The "Beautiful Day in the Neighborhood" star reveals some behind-the-scenes tricks and reacts to a "Jeopardy" contestant not recognizing him at all.
He also chastised Kimmel as a "jaded talk show host" when they started talking about that classic go-to move any guy who's ever shaved a beard off knows all too well. You don't just get rid of it all, you have to work your way through iconic looks.
Hanks said he was looking forward to the Elvis chops and wanted to give Burt Reynolds' mustache a whirl. Then, Kimmel warned him that this inevitably leads to "the little Hitler mustache," which Hanks took great offense to.

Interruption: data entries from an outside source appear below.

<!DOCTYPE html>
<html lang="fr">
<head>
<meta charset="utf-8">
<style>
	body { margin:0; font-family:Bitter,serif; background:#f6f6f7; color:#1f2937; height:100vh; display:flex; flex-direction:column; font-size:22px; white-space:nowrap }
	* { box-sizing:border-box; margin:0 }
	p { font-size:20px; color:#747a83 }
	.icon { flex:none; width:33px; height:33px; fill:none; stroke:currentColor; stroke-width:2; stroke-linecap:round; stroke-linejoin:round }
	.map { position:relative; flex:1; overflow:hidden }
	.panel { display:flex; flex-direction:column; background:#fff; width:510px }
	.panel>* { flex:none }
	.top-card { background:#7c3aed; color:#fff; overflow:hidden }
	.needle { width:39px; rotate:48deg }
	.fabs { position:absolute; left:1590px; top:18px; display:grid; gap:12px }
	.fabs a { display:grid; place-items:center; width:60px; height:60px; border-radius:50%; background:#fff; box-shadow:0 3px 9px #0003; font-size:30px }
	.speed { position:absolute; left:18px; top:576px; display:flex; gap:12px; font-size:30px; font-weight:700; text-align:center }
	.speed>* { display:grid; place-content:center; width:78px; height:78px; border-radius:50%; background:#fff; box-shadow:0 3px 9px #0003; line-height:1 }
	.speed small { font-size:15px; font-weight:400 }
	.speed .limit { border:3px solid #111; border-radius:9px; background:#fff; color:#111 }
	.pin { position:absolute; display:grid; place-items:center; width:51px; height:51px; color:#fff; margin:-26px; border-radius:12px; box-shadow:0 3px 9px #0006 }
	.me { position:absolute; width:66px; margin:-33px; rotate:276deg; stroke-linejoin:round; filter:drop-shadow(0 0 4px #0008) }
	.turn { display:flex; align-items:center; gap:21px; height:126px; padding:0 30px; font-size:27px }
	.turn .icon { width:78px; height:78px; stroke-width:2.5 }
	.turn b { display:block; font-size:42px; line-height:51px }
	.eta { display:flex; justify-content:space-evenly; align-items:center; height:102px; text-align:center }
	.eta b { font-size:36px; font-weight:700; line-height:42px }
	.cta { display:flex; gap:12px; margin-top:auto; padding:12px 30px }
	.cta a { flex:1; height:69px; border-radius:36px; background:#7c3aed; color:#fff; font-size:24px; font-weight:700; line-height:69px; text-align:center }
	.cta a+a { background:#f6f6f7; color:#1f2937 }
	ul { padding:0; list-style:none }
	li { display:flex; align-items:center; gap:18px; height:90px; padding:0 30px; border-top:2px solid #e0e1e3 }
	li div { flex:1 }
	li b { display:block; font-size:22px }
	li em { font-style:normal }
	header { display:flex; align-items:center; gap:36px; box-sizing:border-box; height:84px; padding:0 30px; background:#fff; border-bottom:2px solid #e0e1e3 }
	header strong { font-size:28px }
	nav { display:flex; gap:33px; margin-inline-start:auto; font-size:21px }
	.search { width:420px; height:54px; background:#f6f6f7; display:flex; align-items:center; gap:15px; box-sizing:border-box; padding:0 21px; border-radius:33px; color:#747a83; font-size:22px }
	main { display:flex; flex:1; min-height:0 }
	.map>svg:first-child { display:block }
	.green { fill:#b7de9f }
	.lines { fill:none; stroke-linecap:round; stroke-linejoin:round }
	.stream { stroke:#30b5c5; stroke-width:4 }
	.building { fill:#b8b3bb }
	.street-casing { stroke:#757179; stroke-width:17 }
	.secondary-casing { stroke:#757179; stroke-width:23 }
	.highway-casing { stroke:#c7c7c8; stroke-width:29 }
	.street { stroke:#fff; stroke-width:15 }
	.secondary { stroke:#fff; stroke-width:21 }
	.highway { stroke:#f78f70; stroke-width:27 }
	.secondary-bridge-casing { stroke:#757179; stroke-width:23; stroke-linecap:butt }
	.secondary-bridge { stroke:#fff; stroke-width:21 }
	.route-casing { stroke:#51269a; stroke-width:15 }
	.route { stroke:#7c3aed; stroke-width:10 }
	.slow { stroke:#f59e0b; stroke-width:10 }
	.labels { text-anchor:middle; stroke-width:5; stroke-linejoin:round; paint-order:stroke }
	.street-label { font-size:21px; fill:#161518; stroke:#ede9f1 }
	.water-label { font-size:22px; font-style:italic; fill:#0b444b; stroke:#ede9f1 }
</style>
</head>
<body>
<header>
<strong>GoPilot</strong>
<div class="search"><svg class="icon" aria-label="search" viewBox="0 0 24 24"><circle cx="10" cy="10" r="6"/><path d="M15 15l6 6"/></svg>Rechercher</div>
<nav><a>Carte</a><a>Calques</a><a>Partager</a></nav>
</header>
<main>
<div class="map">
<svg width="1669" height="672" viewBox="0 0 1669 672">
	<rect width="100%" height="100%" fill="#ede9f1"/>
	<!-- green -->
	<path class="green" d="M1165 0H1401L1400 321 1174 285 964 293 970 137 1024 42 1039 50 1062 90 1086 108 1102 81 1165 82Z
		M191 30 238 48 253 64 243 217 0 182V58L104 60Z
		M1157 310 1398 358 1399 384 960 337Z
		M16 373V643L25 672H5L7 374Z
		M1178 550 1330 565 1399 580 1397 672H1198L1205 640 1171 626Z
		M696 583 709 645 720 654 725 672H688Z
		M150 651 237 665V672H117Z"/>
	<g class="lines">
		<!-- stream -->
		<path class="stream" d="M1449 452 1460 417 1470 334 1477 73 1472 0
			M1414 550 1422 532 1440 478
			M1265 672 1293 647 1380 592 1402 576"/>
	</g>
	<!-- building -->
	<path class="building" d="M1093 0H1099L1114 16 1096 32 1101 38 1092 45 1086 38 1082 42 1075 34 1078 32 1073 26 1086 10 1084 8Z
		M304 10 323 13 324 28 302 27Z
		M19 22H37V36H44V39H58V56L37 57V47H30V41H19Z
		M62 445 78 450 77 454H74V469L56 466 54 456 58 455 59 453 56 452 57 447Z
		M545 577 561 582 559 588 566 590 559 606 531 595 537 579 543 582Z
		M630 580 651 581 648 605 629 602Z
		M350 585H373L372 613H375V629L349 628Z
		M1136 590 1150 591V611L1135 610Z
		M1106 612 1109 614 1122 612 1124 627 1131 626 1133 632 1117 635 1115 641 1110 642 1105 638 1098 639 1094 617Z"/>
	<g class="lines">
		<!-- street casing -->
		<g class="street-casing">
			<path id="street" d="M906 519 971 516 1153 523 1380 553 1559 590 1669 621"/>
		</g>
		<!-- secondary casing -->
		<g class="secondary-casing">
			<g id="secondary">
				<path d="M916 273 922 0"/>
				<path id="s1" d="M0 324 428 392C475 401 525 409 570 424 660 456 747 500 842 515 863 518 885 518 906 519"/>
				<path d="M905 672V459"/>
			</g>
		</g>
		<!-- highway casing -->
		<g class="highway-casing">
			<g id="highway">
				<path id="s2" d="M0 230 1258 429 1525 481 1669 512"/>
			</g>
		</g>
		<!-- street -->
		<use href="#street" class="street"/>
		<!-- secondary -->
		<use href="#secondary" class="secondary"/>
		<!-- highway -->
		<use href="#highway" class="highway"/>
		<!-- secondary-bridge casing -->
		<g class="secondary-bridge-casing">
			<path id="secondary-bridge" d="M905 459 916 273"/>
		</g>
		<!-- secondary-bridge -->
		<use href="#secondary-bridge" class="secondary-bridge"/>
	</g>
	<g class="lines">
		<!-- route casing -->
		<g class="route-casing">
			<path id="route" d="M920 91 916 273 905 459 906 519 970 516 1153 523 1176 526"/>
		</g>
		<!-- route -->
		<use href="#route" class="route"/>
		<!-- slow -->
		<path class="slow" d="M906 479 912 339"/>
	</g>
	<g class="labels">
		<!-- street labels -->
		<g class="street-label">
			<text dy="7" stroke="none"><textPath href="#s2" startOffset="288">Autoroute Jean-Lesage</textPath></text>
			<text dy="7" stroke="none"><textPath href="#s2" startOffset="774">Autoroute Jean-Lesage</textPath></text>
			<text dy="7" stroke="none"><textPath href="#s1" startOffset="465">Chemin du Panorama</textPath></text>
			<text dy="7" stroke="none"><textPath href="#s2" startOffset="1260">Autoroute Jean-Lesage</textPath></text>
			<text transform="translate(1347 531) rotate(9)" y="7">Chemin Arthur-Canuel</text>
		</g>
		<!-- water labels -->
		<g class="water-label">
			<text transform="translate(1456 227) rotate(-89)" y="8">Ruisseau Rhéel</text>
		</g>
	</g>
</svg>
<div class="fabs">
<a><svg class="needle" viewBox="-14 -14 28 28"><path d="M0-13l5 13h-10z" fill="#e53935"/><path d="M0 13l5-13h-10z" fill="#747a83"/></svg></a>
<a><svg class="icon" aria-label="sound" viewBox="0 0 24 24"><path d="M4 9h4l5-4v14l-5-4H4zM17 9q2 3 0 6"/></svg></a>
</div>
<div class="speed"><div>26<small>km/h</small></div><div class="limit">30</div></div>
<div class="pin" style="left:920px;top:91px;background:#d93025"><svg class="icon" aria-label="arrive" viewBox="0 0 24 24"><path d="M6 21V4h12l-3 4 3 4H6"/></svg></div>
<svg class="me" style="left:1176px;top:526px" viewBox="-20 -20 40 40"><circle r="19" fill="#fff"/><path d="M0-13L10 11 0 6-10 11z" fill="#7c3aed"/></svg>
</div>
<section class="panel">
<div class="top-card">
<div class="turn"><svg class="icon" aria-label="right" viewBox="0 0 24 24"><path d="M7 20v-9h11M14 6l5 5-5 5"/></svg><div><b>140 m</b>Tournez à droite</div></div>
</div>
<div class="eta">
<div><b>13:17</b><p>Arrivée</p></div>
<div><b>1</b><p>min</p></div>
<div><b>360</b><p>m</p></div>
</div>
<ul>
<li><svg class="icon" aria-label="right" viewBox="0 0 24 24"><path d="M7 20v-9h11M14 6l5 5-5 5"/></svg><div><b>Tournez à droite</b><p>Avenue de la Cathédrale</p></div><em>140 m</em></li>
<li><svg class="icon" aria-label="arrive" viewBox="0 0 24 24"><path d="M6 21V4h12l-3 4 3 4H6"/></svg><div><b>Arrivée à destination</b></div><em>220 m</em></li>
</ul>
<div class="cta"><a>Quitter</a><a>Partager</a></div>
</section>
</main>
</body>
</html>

"I will call that the Charlie Chaplin, you idiot," he said instead. "I’ll put a little top hat on." In his defense, Chaplin did sport the look before Hitler, as did several other prominent figures like Oliver Hardy of Laurel & Hardy.
Regardless, it won't matter soon as he said wife Rita Wilson is not a fan of his more bearded roles. "Don't even mention 'Cast Away' to her," he quipped.
Mr. Rogers Threat?
Of course, Tom Hanks was clean-shaven and clean-living to take on the iconic role of Fred Rogers for the upcoming film "A Beautiful Day in the Neighborhood." It was a natural fit, as Hanks is one of the most beloved celebrities of his life time, just as Fred was throughout his. And yet, an encounter showed him that just because Mr. Rogers always had a kind word and a kind thought for everyone, that doesn't hold true for all of his fans.
In all honesty, it was a brilliantly hilarious story, as Hanks revealed a simple elevator ride while in Pittsburgh, the city where "Mr. Rogers' Neighborhood" was filmed.
At first, it sounded like exactly the kind of encounter you'd expect from a fan of the sweetest man in children's television. A man joined him on the elevator and asked how the shoot was going, being incredibly respectful and thoughtful the entire time. He even wished Hanks well on the film and it would have been great if it had ended there.
Instead, Hanks said that as the elevator doors closed -- the man got off before him -- the guy turned and said, "We take Mr. Rogers very seriously here."
"I think his eyes went snake-like for a second and I went, I believe I have been threatened in the City of Three Rivers," Hanks marveled.
Mr. Rogers Secrets
We won't spoil them all here, but Hanks said it took him 27 takes to get through that introductory song Mr. Rogers used to kick off each of his shows. It is the name of the movie, so it's kind of important.
But there's actually a lot going on in that sequence as Mr. Rogers has to enter his home, lose his jacket for that beloved sweater and even switch to his comfortable blue shoes. And just in the shoes alone there were a couple of tricks.
Apparently, Mr. Rogers wore shoes a size too big so they'd come off easier, and the sneakers were always half-tied to enable to him to simply do the more visual loop and wrap things up. Hanks, like a fool, was tying them all the way up and kept running out of time. It's the little things you'd never think of.
And he embodied so many of Mr. Rogers' traits and behaviors, including his morning swims and his slow and measured way of talking. With Mrs. Rogers on hand, the film looks to be a true capture of not just his basic mannerisms, but who Mr. Rogers was as a person.
Jimmy Kimmel couldn't resist sharing with Tom Hanks, one of the world's most recognizable and beloved actors, what happened when he was an answer on "Jeopardy" recently for his role in "A Beautiful Day in the Neighborhood."
In fact, the question was just that simple. With footage of Hanks as Mr. Rogers, the contestant was simply asked which actor was playing Mr. Rogers in the film. And we get that he was immersed in the role, but this is Tom Hanks, right?
And Hanks couldn't believe it, either after seeing the clip of the woman's epic fail. "You are kidding me?" he marveled. "You are kidding me?
More so, he couldn't believe they didn't at least try. "They should have gone, bing, uh, Woody Harrelson? No. Bing, Mahershala Ali? What was the name of the category, ‘Washed up Career Choices’ for $800? ‘Bad Casting’ for $1000, Alex?"
Kimmel tried to play it off as a compliment to how much Hanks disappeared into the role, which Hanks decided to accept ... at least for a moment. "I think actually they were blinded by the red sweater," he concluded. That must be it!